You can expect the 2.66GHz 920 to be around $315 when it's released. More than reasonable - especially to all those who haven't caved for a Q9450 yet 


As for the other two, I have no idea. I just hope I won't be paying over $1100 for the Extreme Edition


----------



## wolf2009 (Sep 15, 2008)

AuDioFreaK39 said:


> You can expect the 2.66GHz 920 to be around $315 when it's released. More than reasonable - especially to all those who haven't caved for a Q9450 yet



I think you are referring to me, poor me


----------



## zCexVe (Sep 15, 2008)

Mmm,I love CPU wars..They get higher by performance,Lower by price


----------



## DrPepper (Sep 15, 2008)

I just hope the boards come cheap, and the budget cpu (920) clocks nicely and is very cheap.


----------



## zCexVe (Sep 15, 2008)

Well since Intel decided to bring the mem controller inside,It will be same as hard as AMD for Intel to OC now.Aint it?


----------



## freakshow (Sep 15, 2008)

oh i cant wait..........


----------



## Fastmix (Sep 15, 2008)

Considering that if you want to take full advantage of the technology you are going to have to use triple channel memory, it's not going to be cheap, ddr3 is still expensive.

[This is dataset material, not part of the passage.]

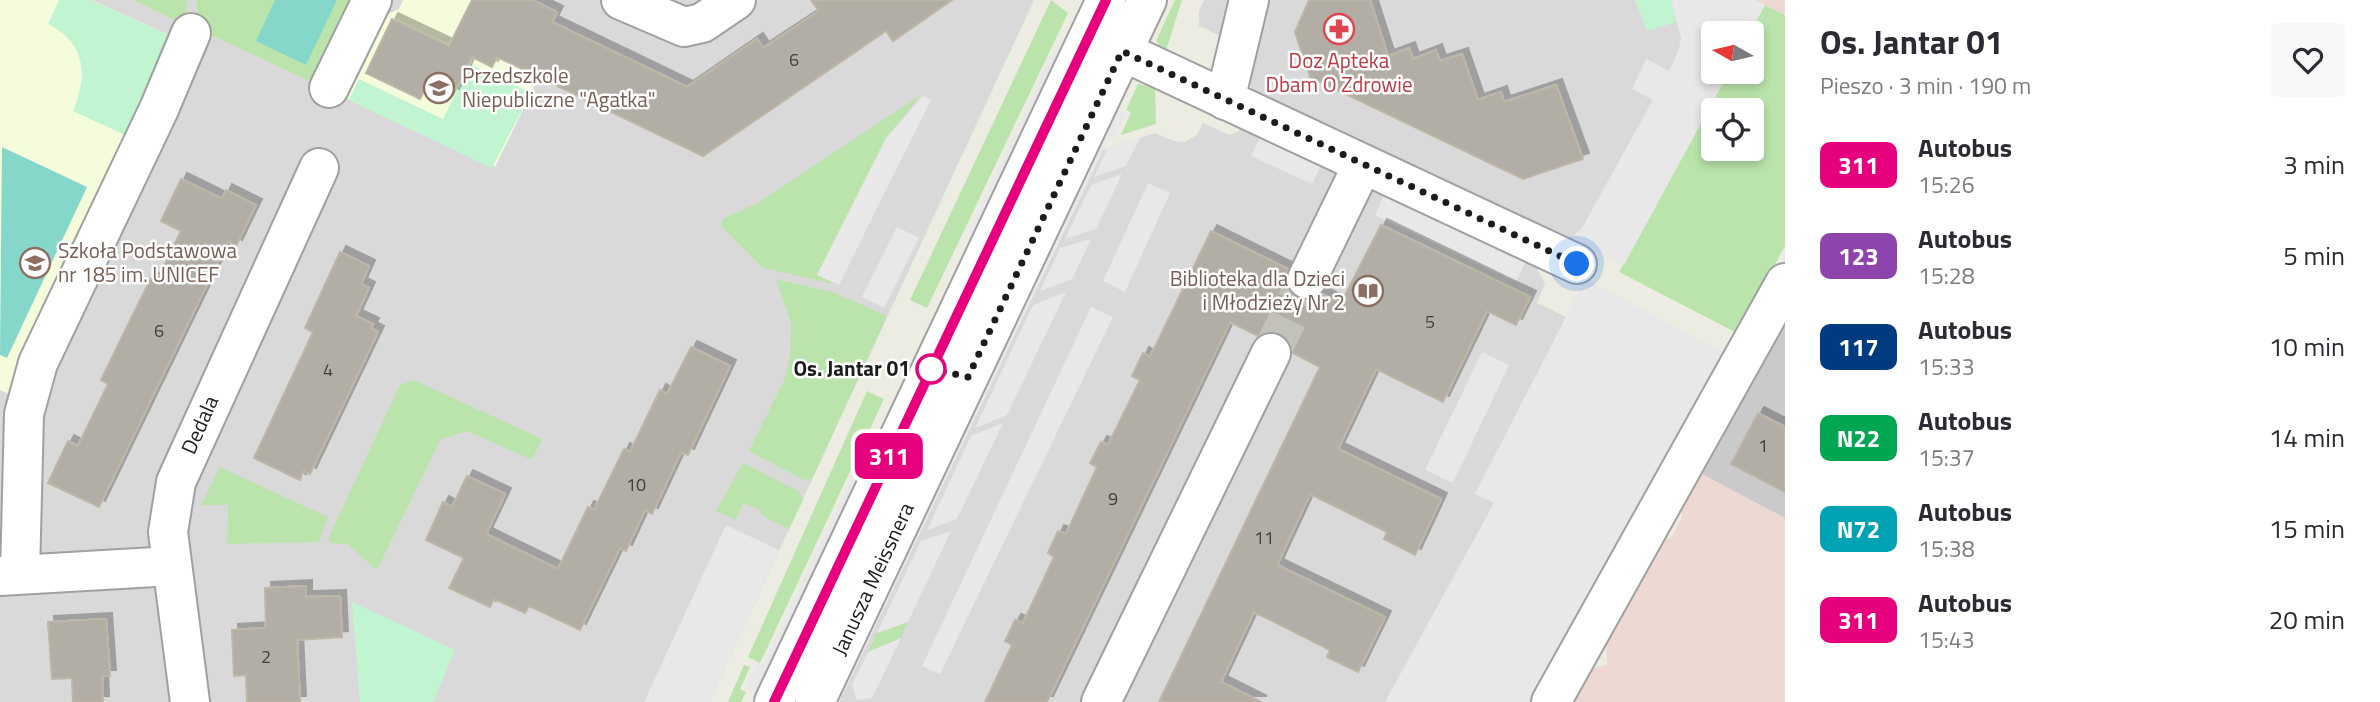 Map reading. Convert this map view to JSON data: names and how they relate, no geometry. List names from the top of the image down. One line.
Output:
{"streets":{"street":["Dedala","Janusza Meissnera"]},"places":{"pharmacy":["Doz Apteka Dbam O Zdrowie"],"school or university":["Przedszkole Niepubliczne \"Agatka\"","Szkoła Podstawowa nr 185 im. UNICEF"],"library":["Biblioteka dla Dzieci i Młodzieży Nr 2"],"other":["Os. Jantar 01"]},"lines":["bus line 311"],"house_numbers":["6","5","6","4","1","10","9","11","2"],"north":"left","page":{"on_map":"311","heading":["Os. Jantar 01","Pieszo · 3 min · 190 m"],"list":[{"mark":"311","name":"Autobus","note":"15:26","value":"3 min"},{"mark":"123","name":"Autobus","note":"15:28","value":"5 min"},{"mark":"117","name":"Autobus","note":"15:33","value":"10 min"},{"mark":"N22","name":"Autobus","note":"15:37","value":"14 min"},{"mark":"N72","name":"Autobus","note":"15:38","value":"15 min"},{"mark":"311","name":"Autobus","note":"15:43","value":"20 min"}]}}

But that is what I am waiting for to upgrade, so will see what happens.


----------



## mrw1986 (Sep 15, 2008)

i7 920 - me want


----------



## freakshow (Sep 15, 2008)

mrw1986 said:


> i7 920 - me want



same here

does anybody know when there going to be released?


----------



## PVTCaboose1337 (Sep 15, 2008)

That 920 is a winner for me.  I want it now.  Finally to replace my AGING single core.


----------



## johnnyfiive (Sep 15, 2008)

AuDioFreaK39 said:


> You can expect the 2.66GHz 920 to be around $315 when it's released. More than reasonable - especially to all those who haven't caved for a Q9450 yet
> 
> 
> As for the other two, I have no idea. *I just hope I won't be paying over $1100 for the Extreme Edition*



Isn't $1,100-$1,200 what they normal launch them at?


----------



## erocker (Sep 15, 2008)

I'm deffinitely waiting for reviews on finalized products.  Being a lab-rat on a new chipset can be a -


----------



## ShadowFold (Sep 15, 2008)

If they can OC and they show considerable gaming performance increase I might consider the 920 but right now I really dont see the need to upgrade my cpu.


----------



## DaMulta (Sep 15, 2008)

I hate how they killed high speed ddr3

no more ddr3 2000

I bet the next step is 2 add the chipset on the cpu.


----------



## cdawall (Sep 15, 2008)

everyone does understand this will limit intel oc's hugely right? so the 920 may look good buts its not going to oc for shit


----------



## DrPepper (Sep 15, 2008)

cdawall said:


> everyone does understand this will limit intel oc's hugely right? so the 920 may look good buts its not going to oc for shit



ruin our poor little hopes


----------



## cdawall (Sep 16, 2008)

DrPepper said:


> ruin our poor little hopes



your welcome  welcome to the 4ghz barrier of AMD


----------



## farlex85 (Sep 16, 2008)

cdawall said:


> everyone does understand this will limit intel oc's hugely right? so the 920 may look good buts its not going to oc for shit



This meaning what? Referring to the vdimm vcore link? I don't buy it. The verdict is still out on oc'ing. Hopefully we'll get some full tests soon, even though I won't be getting this for some time........


----------



## Fastmix (Sep 16, 2008)

cdawall said:


> everyone does understand this will limit intel oc's hugely right? so the 920 may look good buts its not going to oc for shit



Unless it comes with an unlocked multi.


----------



## farlex85 (Sep 16, 2008)

Fastmix said:


> Unless it comes with an unlocked multi.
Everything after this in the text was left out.